• [SUPPLIED RECORDS]
+ + + + +
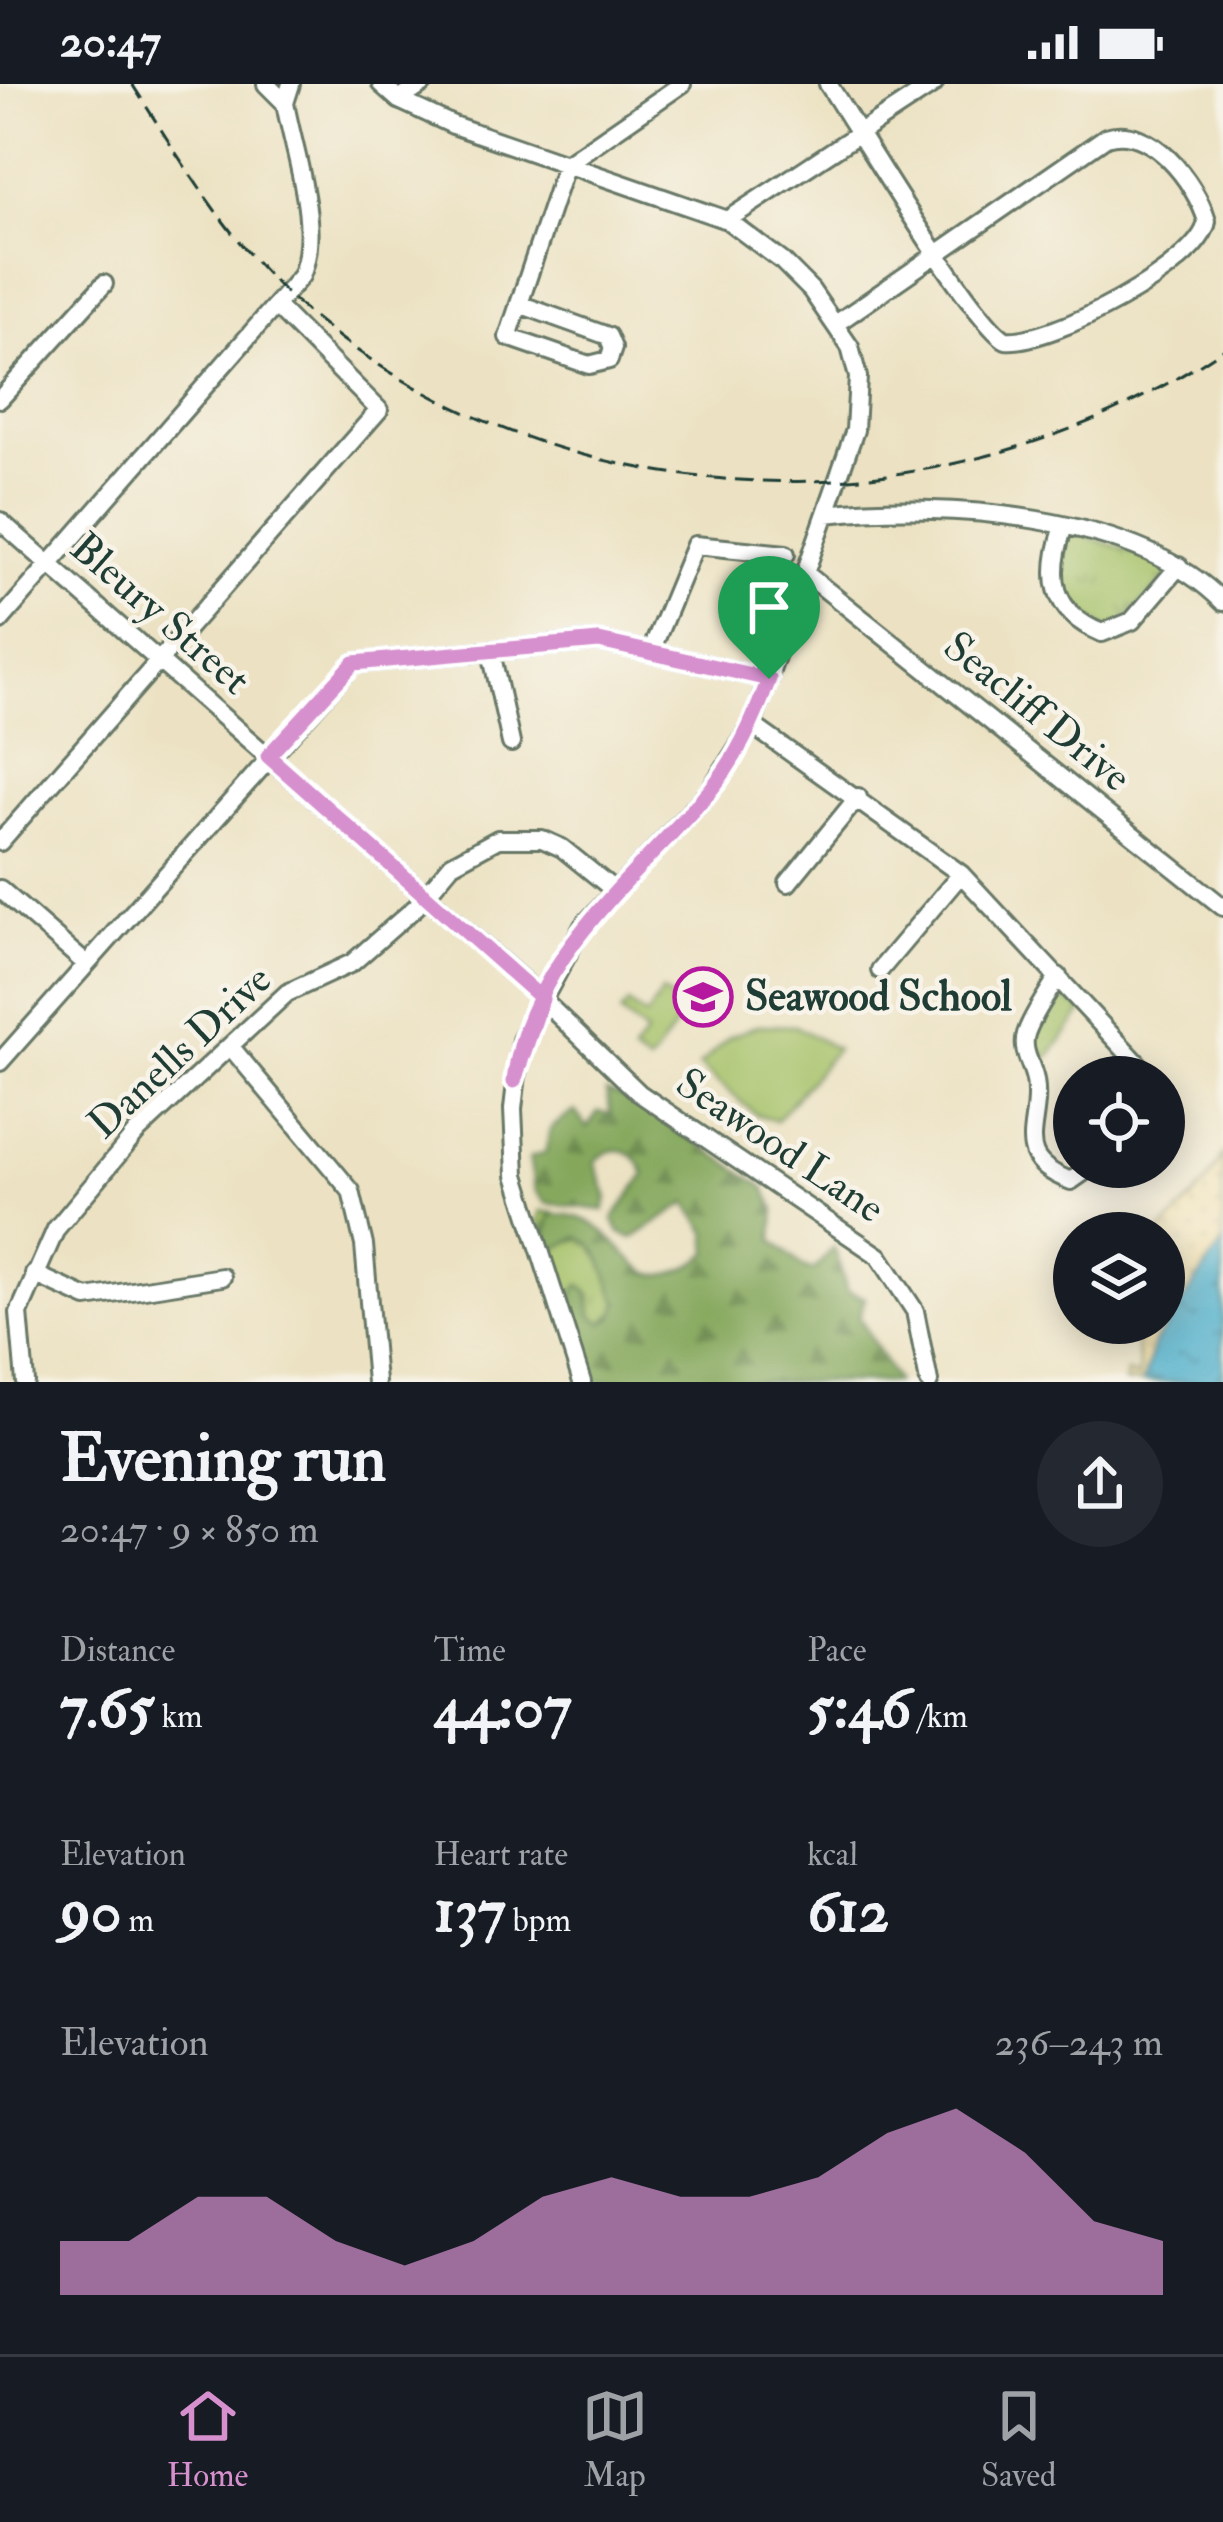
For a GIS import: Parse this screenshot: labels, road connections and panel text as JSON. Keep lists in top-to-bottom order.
+ + + + +
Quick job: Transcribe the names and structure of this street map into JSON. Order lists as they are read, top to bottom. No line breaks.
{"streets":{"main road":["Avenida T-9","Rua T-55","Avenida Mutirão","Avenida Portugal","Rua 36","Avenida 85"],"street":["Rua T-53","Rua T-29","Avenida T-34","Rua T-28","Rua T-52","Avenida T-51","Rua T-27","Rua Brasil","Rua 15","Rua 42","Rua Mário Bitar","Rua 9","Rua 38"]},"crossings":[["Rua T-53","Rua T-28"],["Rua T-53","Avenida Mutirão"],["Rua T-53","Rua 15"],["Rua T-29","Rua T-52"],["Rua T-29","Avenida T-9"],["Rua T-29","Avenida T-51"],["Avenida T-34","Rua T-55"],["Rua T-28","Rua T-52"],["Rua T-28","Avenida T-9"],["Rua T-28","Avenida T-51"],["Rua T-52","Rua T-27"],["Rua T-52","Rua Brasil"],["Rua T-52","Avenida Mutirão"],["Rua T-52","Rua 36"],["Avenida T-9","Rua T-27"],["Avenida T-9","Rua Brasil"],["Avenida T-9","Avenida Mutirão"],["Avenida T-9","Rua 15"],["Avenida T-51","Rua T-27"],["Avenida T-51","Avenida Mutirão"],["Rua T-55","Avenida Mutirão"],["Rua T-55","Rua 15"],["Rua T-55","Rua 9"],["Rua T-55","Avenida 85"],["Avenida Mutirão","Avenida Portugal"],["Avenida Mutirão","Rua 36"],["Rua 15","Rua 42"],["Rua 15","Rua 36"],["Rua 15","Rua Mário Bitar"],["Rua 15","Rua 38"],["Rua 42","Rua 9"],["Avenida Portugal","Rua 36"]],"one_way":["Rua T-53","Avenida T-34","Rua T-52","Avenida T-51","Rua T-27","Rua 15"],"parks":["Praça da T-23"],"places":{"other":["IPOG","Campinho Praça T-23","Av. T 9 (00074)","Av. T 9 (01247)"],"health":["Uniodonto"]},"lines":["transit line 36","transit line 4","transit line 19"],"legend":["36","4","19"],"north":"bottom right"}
+ + + + +
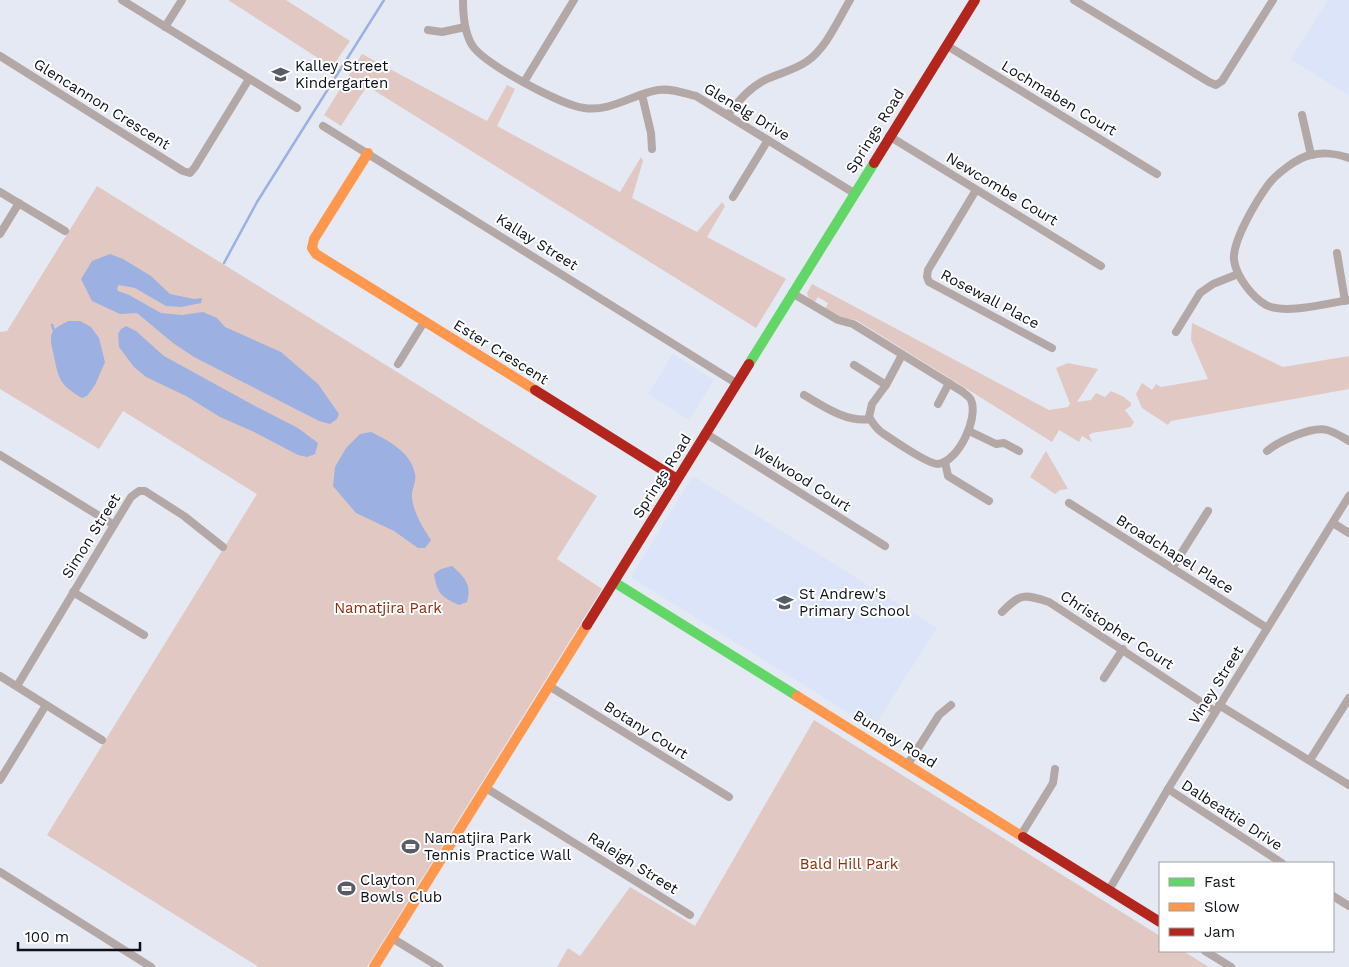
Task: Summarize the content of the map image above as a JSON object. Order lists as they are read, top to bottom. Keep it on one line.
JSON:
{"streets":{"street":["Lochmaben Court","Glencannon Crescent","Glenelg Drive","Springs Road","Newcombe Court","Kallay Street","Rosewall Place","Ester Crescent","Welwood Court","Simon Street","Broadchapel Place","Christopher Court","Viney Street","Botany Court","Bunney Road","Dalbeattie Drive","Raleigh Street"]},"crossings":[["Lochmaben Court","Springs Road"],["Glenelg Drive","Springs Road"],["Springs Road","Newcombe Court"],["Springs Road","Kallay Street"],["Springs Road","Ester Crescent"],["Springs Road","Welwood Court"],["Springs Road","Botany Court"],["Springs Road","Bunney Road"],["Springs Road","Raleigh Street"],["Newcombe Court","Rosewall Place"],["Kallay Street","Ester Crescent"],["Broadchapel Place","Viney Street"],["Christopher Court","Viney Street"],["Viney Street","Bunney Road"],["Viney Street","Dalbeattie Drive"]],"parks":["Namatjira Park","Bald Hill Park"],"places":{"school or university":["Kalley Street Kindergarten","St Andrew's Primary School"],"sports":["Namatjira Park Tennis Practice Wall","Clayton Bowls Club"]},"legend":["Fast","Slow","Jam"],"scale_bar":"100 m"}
+ + + + +
• [TASK TO COMPLETE]
Could you report how many lines in the data above include the word "Keep"? Give the number and nothing more.

• [WRITTEN RESPONSE]
2